__WHAT YOU NEED TO DO__. Your job is to copy the lines from the material that include "halo".
-- SUPPLIED RECORDS follows --
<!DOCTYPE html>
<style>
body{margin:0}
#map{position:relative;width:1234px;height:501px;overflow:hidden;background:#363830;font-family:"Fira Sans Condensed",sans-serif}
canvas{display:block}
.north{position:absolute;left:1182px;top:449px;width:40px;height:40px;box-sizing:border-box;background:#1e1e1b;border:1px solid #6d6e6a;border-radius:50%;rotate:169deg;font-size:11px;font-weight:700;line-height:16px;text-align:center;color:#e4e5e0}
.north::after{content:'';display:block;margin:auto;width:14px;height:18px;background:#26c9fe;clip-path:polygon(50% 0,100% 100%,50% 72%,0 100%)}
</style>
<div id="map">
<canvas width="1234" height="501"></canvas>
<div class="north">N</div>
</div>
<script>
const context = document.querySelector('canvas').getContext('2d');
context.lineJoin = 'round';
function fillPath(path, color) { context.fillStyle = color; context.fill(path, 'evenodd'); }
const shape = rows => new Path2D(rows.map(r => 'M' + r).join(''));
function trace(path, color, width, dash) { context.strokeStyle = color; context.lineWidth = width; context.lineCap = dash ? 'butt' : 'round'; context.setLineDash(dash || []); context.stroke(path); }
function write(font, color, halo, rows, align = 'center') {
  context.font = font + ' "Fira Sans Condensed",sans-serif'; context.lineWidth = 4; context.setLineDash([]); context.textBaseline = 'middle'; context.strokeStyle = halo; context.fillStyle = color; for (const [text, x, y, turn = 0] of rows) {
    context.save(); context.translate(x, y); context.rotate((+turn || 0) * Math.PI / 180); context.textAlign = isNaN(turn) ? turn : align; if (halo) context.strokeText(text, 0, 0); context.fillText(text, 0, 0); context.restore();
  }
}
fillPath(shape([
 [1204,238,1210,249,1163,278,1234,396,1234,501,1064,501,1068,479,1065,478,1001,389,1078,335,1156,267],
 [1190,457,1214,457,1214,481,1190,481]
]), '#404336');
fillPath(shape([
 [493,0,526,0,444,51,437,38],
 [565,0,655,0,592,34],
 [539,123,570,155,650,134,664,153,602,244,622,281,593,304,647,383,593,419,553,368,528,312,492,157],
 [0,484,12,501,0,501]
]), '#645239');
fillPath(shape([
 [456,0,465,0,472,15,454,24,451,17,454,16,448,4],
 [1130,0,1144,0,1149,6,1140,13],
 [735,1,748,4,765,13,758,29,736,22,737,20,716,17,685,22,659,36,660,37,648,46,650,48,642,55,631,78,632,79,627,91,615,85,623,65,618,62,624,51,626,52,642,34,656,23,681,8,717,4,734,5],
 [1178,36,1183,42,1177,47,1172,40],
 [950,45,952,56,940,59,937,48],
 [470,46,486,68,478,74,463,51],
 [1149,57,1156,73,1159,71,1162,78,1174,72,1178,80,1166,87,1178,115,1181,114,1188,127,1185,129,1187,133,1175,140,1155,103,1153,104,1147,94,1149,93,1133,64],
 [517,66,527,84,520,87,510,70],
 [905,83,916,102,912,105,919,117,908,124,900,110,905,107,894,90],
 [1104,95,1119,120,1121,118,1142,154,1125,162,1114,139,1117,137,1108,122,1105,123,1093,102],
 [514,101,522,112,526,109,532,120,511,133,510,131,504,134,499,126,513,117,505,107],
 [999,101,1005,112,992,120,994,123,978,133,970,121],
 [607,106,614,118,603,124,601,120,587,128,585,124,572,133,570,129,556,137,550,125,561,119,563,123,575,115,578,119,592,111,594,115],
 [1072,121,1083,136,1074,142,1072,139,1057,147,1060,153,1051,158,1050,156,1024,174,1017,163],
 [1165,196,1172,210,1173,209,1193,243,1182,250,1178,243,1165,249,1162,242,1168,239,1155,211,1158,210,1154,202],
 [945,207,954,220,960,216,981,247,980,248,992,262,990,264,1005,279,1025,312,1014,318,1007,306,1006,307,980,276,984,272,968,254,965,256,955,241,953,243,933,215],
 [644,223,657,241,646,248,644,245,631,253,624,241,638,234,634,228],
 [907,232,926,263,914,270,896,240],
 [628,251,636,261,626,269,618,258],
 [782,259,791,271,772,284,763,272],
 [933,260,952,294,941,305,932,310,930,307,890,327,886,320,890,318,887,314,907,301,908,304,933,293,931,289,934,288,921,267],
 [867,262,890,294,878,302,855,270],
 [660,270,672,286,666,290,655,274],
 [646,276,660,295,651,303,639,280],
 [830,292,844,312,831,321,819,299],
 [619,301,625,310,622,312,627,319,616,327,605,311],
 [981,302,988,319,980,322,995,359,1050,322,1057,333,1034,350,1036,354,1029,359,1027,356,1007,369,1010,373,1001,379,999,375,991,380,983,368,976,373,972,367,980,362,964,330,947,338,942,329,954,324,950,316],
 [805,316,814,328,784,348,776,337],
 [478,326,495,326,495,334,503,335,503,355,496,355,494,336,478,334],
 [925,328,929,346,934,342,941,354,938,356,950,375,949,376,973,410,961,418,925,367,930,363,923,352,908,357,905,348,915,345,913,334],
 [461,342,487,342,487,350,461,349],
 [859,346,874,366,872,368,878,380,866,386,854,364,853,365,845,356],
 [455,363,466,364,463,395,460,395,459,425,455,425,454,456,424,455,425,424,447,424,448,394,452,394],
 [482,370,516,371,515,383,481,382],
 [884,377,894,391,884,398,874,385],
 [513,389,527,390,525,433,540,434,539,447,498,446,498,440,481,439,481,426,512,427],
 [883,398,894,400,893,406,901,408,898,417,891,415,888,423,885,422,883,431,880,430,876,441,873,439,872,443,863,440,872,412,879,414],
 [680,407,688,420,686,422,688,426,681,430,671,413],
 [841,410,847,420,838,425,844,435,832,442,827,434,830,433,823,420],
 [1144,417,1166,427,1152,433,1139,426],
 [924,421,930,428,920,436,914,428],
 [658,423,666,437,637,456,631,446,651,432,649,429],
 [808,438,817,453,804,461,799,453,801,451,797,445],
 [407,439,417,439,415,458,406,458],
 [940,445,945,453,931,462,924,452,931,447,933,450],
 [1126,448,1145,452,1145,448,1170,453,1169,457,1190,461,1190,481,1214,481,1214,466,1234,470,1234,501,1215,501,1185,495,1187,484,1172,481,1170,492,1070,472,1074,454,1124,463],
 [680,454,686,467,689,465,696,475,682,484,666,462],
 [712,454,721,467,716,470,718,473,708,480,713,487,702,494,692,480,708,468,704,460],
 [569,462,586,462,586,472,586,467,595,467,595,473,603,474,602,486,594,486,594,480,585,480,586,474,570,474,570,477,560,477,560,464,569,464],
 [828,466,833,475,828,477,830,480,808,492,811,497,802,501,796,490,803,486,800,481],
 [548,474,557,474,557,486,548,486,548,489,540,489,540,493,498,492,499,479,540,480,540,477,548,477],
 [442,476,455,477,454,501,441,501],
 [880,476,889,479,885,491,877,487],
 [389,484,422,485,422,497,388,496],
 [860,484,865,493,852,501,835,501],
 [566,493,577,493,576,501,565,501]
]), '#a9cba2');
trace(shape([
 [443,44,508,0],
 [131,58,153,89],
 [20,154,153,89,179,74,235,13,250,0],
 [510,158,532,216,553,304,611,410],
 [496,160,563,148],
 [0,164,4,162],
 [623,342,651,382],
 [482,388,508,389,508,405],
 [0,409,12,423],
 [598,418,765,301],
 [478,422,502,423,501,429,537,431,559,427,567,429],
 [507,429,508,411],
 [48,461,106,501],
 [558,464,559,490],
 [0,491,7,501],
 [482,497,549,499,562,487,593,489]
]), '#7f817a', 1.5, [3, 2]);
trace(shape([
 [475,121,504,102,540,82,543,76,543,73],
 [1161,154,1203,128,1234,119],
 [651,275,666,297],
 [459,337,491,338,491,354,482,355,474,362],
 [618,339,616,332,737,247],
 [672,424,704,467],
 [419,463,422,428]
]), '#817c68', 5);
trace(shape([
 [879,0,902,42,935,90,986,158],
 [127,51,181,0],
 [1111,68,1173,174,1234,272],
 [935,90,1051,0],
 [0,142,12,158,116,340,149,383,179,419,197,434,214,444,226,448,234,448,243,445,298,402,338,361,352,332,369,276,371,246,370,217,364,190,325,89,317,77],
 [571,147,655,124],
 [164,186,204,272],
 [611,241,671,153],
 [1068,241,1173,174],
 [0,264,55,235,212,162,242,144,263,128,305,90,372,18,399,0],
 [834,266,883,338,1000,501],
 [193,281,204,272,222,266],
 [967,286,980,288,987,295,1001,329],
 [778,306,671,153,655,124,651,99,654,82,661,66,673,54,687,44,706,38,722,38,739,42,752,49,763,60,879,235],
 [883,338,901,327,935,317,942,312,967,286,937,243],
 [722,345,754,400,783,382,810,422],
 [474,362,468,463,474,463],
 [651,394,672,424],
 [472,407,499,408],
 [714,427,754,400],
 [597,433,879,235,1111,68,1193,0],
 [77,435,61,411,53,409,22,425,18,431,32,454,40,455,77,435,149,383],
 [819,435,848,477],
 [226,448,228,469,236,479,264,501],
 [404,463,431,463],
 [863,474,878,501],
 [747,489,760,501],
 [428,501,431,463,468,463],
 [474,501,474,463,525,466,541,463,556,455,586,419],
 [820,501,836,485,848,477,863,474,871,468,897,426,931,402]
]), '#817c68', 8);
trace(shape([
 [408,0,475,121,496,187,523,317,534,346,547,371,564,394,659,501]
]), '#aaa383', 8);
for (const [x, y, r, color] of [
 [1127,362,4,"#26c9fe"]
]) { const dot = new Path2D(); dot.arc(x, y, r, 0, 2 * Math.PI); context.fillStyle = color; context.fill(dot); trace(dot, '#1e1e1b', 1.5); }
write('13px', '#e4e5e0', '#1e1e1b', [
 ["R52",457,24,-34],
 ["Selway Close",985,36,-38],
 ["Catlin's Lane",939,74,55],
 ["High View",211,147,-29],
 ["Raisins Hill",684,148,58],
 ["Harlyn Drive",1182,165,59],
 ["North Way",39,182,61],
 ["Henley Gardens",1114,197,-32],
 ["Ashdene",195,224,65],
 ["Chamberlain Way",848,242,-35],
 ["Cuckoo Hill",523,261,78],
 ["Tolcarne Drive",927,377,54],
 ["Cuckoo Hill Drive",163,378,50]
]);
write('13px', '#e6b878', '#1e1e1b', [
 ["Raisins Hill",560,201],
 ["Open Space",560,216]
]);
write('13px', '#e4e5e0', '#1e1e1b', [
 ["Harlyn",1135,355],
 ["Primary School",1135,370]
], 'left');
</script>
-- SUPPLIED RECORDS concluded --
__SOLUTION TO THE EXERCISE__.
function write(font, color, halo, rows, align = 'center') {
  context.font = font + ' "Fira Sans Condensed",sans-serif'; context.lineWidth = 4; context.setLineDash([]); context.textBaseline = 'middle'; context.strokeStyle = halo; context.fillStyle = color; for (const [text, x, y, turn = 0] of rows) {
    context.save(); context.translate(x, y); context.rotate((+turn || 0) * Math.PI / 180); context.textAlign = isNaN(turn) ? turn : align; if (halo) context.strokeText(text, 0, 0); context.fillText(text, 0, 0); context.restore();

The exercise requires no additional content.